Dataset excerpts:
#####
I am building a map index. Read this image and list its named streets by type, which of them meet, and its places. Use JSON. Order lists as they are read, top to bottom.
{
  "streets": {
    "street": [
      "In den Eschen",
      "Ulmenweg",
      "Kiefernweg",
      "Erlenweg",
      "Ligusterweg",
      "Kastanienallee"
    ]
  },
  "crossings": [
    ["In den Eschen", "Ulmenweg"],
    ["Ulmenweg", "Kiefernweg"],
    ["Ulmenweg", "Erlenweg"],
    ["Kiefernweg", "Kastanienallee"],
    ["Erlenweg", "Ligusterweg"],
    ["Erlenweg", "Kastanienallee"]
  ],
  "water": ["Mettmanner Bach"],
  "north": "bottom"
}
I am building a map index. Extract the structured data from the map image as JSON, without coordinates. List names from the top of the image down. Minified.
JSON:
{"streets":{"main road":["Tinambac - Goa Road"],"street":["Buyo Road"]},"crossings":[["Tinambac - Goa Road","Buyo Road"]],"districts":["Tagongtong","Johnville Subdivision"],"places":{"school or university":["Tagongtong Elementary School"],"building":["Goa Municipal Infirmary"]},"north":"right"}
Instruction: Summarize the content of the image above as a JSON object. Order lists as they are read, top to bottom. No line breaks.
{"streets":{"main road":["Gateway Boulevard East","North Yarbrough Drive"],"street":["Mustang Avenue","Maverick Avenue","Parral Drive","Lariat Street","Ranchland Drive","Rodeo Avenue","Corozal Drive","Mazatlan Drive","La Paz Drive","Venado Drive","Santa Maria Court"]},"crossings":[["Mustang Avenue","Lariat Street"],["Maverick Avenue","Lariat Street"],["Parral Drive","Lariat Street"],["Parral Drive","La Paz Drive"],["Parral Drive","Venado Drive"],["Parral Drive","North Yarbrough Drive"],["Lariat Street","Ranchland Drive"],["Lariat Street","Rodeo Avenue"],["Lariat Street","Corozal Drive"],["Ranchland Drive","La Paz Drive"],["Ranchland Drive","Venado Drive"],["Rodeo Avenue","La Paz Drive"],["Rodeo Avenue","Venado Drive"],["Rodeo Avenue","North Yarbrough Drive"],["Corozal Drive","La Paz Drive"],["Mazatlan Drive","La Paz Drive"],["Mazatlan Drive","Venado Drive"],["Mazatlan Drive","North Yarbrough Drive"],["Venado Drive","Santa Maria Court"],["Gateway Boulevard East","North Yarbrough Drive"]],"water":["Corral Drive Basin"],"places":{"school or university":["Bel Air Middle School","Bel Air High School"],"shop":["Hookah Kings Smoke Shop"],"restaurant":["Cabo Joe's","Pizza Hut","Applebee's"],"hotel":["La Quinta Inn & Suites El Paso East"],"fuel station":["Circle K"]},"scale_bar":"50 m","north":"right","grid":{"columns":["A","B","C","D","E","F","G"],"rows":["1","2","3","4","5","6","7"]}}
#####
--- TASK PROMPT ---
Copy the entries above exactly. Miss none of them.

--- SOLUTION TO THE PROBLEM ---
I am building a map index. Read this image and list its named streets by type, which of them meet, and its places. Use JSON. Order lists as they are read, top to bottom.
{
  "streets": {
    "street": [
      "In den Eschen",
      "Ulmenweg",
      "Kiefernweg",
      "Erlenweg",
      "Ligusterweg",
      "Kastanienallee"
    ]
  },
  "crossings": [
    ["In den Eschen", "Ulmenweg"],
    ["Ulmenweg", "Kiefernweg"],
    ["Ulmenweg", "Erlenweg"],
    ["Kiefernweg", "Kastanienallee"],
    ["Erlenweg", "Ligusterweg"],
    ["Erlenweg", "Kastanienallee"]
  ],
  "water": ["Mettmanner Bach"],
  "north": "bottom"
}
I am building a map index. Extract the structured data from the map image as JSON, without coordinates. List names from the top of the image down. Minified.
JSON:
{"streets":{"main road":["Tinambac - Goa Road"],"street":["Buyo Road"]},"crossings":[["Tinambac - Goa Road","Buyo Road"]],"districts":["Tagongtong","Johnville Subdivision"],"places":{"school or university":["Tagongtong Elementary School"],"building":["Goa Municipal Infirmary"]},"north":"right"}
Instruction: Summarize the content of the image above as a JSON object. Order lists as they are read, top to bottom. No line breaks.
{"streets":{"main road":["Gateway Boulevard East","North Yarbrough Drive"],"street":["Mustang Avenue","Maverick Avenue","Parral Drive","Lariat Street","Ranchland Drive","Rodeo Avenue","Corozal Drive","Mazatlan Drive","La Paz Drive","Venado Drive","Santa Maria Court"]},"crossings":[["Mustang Avenue","Lariat Street"],["Maverick Avenue","Lariat Street"],["Parral Drive","Lariat Street"],["Parral Drive","La Paz Drive"],["Parral Drive","Venado Drive"],["Parral Drive","North Yarbrough Drive"],["Lariat Street","Ranchland Drive"],["Lariat Street","Rodeo Avenue"],["Lariat Street","Corozal Drive"],["Ranchland Drive","La Paz Drive"],["Ranchland Drive","Venado Drive"],["Rodeo Avenue","La Paz Drive"],["Rodeo Avenue","Venado Drive"],["Rodeo Avenue","North Yarbrough Drive"],["Corozal Drive","La Paz Drive"],["Mazatlan Drive","La Paz Drive"],["Mazatlan Drive","Venado Drive"],["Mazatlan Drive","North Yarbrough Drive"],["Venado Drive","Santa Maria Court"],["Gateway Boulevard East","North Yarbrough Drive"]],"water":["Corral Drive Basin"],"places":{"school or university":["Bel Air Middle School","Bel Air High School"],"shop":["Hookah Kings Smoke Shop"],"restaurant":["Cabo Joe's","Pizza Hut","Applebee's"],"hotel":["La Quinta Inn & Suites El Paso East"],"fuel station":["Circle K"]},"scale_bar":"50 m","north":"right","grid":{"columns":["A","B","C","D","E","F","G"],"rows":["1","2","3","4","5","6","7"]}}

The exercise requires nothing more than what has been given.